→ Exercise details: Only the lines from the one containing "<div><b>08:58</b><p>Arrival</p></div>" through the last line of the entries are wanted. Transcribe them exactly.

→ Source records:
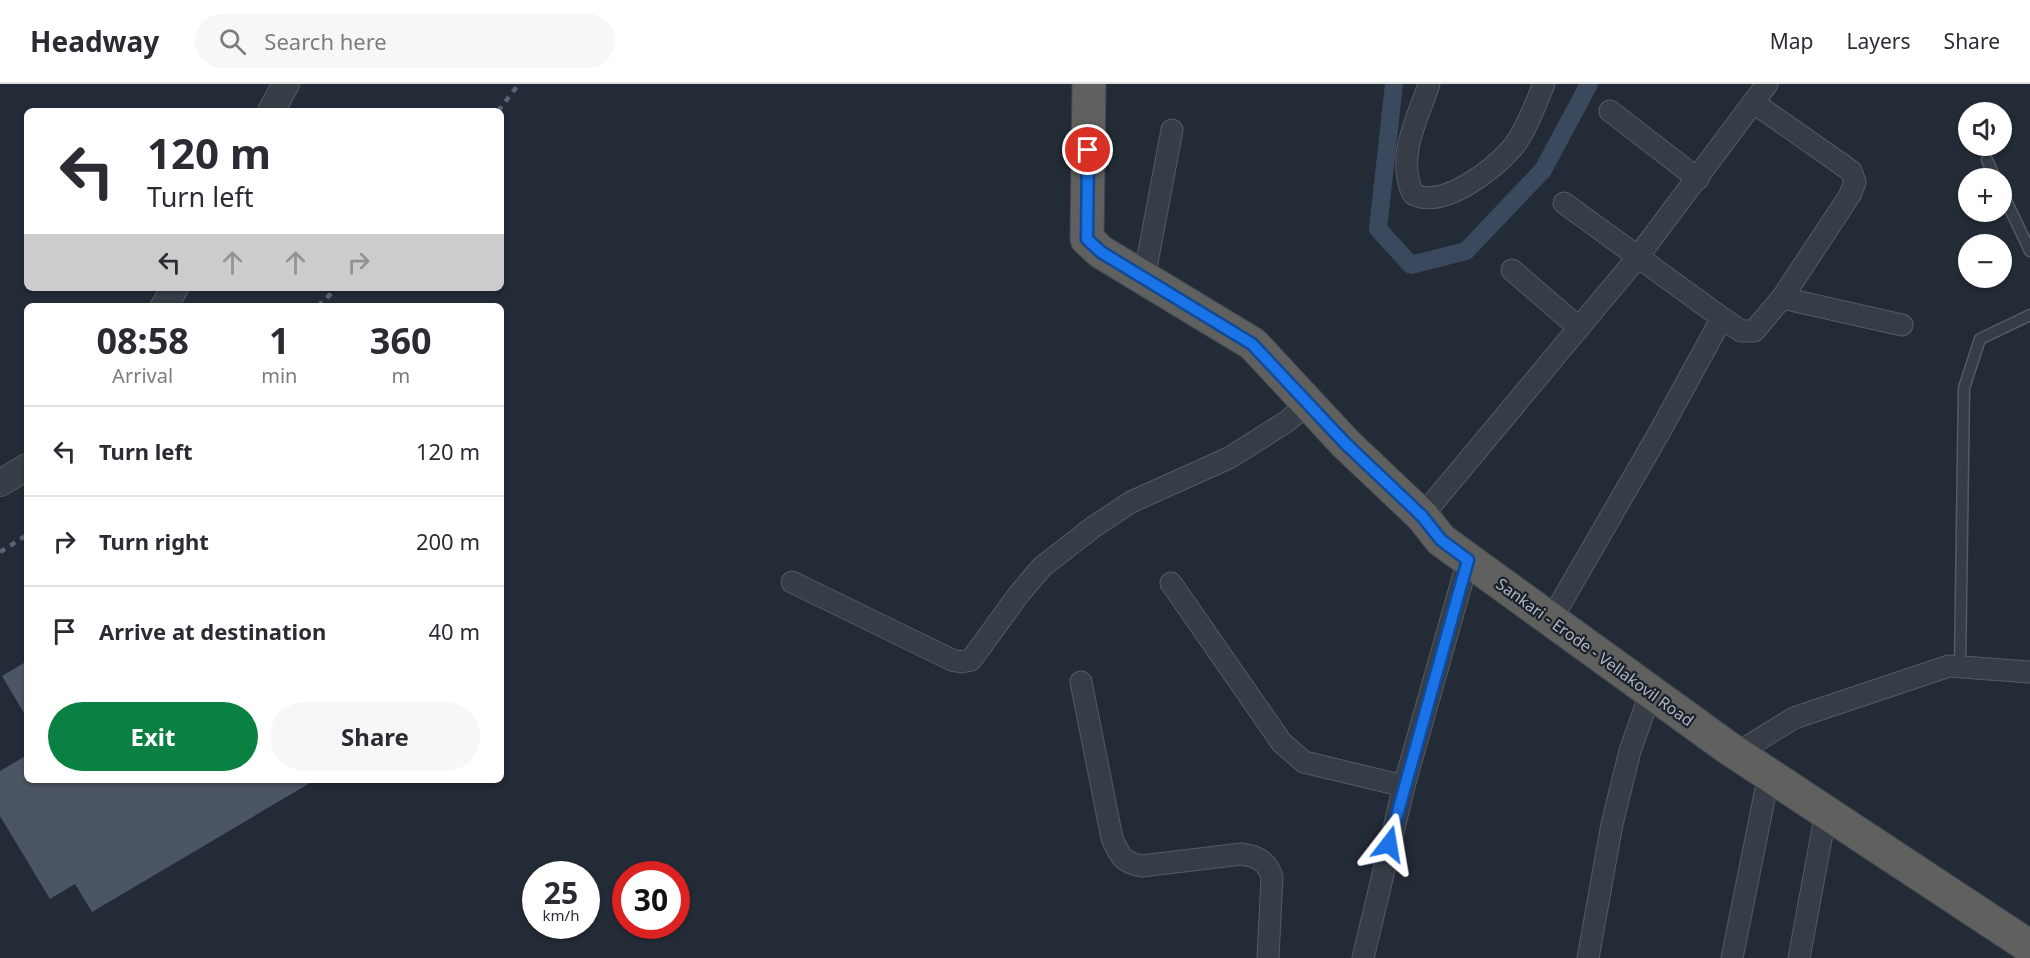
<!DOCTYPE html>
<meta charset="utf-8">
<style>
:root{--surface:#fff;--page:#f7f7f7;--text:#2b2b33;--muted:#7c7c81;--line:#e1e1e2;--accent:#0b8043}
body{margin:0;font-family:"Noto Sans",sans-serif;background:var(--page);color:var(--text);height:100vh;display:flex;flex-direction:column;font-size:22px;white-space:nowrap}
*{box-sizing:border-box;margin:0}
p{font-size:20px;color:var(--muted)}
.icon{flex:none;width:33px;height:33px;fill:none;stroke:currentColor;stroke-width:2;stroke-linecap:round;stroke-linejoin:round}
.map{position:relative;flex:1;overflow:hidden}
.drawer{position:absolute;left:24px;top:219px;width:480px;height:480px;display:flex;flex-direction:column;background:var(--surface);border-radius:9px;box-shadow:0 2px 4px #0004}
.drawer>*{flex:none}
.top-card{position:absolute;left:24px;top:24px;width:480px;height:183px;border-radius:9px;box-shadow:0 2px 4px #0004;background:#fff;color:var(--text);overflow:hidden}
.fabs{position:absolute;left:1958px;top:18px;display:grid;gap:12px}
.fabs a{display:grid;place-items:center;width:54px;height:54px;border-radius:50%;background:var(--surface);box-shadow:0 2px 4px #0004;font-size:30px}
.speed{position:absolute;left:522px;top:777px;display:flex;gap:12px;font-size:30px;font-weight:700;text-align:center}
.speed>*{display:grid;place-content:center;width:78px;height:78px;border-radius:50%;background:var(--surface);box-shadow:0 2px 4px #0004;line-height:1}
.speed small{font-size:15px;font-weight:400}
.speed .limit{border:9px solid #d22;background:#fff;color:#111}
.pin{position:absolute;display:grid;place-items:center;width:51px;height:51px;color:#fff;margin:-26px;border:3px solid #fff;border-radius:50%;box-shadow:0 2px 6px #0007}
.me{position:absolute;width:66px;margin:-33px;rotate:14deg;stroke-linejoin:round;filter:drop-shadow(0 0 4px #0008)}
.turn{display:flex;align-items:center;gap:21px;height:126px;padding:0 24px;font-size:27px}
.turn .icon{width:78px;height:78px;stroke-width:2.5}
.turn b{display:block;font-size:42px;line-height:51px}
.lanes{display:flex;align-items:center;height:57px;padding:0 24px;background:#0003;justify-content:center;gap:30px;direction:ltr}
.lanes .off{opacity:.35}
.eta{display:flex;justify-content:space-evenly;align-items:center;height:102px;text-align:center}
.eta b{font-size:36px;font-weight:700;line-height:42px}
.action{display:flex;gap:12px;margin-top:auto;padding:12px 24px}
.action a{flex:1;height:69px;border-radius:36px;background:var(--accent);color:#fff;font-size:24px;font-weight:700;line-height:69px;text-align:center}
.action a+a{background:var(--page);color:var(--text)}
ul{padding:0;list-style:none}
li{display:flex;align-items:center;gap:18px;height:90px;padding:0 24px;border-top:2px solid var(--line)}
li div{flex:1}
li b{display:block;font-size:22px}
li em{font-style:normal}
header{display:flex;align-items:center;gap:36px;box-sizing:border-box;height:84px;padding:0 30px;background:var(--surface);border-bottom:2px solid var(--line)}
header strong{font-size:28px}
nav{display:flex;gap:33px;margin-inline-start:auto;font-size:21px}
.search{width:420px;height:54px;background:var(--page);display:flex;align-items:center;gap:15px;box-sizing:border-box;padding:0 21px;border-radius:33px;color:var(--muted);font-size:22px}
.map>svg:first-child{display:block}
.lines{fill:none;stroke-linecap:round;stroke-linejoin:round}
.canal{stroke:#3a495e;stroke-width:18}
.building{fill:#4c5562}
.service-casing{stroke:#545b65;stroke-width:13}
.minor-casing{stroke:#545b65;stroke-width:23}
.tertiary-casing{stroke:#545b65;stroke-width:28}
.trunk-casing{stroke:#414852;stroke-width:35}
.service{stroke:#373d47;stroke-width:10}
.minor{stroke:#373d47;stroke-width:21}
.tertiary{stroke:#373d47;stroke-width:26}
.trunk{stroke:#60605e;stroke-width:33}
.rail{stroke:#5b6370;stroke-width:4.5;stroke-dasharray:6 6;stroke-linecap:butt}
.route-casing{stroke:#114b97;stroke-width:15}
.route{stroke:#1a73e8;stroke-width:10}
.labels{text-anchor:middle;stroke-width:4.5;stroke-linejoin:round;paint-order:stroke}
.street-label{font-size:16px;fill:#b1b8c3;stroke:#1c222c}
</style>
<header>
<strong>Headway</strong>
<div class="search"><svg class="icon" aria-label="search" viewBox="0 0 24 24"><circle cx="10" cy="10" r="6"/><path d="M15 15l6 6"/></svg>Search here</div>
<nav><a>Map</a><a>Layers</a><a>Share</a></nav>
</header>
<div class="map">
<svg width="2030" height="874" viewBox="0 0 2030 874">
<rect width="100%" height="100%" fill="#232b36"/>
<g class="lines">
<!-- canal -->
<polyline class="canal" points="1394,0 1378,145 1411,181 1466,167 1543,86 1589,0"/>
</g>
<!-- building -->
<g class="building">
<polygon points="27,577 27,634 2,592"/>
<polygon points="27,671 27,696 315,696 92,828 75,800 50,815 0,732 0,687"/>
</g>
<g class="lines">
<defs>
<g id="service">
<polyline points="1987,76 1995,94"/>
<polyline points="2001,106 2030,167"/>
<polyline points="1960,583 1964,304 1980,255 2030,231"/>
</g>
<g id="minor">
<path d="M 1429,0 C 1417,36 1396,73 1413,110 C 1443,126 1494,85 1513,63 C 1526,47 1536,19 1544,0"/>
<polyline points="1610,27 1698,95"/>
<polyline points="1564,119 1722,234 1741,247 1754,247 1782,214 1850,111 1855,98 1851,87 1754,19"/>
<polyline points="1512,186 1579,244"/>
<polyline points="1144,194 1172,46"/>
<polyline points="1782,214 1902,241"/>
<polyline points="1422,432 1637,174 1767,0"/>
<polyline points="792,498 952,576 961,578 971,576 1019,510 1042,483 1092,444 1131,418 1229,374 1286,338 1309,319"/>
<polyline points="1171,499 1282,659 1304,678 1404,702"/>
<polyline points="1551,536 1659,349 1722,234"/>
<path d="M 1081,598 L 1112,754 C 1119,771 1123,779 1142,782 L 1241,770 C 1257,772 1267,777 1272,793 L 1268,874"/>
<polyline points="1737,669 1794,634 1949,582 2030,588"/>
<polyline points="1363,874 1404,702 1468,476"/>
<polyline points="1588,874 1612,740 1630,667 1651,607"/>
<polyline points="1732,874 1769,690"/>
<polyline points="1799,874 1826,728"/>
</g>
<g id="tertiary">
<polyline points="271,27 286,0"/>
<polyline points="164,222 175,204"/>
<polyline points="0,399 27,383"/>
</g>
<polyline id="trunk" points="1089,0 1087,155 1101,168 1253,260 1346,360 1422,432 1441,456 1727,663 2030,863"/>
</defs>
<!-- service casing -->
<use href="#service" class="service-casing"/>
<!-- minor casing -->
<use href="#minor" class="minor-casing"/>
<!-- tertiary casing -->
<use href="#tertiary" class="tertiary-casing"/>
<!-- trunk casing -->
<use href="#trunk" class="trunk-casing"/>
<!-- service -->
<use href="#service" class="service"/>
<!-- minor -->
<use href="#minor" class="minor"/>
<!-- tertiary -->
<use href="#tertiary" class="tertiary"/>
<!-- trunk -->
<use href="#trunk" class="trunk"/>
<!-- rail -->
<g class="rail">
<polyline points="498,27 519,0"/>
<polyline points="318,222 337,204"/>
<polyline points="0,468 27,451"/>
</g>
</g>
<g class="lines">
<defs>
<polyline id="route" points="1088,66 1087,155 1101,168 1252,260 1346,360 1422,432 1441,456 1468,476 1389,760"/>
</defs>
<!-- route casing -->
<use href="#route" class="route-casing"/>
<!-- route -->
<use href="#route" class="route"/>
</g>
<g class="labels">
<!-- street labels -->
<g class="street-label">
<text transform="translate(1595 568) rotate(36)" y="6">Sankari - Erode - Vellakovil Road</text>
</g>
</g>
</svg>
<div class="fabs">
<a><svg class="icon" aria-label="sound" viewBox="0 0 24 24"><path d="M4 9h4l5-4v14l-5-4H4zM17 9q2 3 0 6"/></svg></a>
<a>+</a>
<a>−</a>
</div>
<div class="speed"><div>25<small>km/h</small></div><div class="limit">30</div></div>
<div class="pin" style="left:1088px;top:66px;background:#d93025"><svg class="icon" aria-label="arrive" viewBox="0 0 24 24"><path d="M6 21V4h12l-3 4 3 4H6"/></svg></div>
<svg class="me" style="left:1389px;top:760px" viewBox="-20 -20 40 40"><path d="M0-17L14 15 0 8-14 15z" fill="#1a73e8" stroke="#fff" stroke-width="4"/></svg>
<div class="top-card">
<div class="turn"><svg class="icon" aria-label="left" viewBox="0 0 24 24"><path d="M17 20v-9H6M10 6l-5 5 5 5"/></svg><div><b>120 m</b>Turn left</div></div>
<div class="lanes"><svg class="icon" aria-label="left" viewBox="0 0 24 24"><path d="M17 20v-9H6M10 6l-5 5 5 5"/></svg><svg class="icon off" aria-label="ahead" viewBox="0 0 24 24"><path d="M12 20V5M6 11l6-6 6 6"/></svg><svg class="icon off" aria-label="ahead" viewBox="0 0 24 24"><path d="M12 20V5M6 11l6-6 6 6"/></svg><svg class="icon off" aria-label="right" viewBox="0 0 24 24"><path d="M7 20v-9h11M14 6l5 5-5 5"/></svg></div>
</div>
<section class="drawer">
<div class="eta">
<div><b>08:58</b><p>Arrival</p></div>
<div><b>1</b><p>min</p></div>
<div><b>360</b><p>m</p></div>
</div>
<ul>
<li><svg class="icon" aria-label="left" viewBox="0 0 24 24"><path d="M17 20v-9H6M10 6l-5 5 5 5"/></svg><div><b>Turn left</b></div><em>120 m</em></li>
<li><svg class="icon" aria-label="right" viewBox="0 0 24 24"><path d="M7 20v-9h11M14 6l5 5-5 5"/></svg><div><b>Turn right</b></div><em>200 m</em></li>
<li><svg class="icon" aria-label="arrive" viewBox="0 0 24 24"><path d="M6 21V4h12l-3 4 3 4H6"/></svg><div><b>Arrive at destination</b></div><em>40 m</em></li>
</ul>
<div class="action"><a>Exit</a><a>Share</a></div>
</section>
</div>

→ Output of the exercise:
<div><b>08:58</b><p>Arrival</p></div>
<div><b>1</b><p>min</p></div>
<div><b>360</b><p>m</p></div>
</div>
<ul>
<li><svg class="icon" aria-label="left" viewBox="0 0 24 24"><path d="M17 20v-9H6M10 6l-5 5 5 5"/></svg><div><b>Turn left</b></div><em>120 m</em></li>
<li><svg class="icon" aria-label="right" viewBox="0 0 24 24"><path d="M7 20v-9h11M14 6l5 5-5 5"/></svg><div><b>Turn right</b></div><em>200 m</em></li>
<li><svg class="icon" aria-label="arrive" viewBox="0 0 24 24"><path d="M6 21V4h12l-3 4 3 4H6"/></svg><div><b>Arrive at destination</b></div><em>40 m</em></li>
</ul>
<div class="action"><a>Exit</a><a>Share</a></div>
</section>
</div>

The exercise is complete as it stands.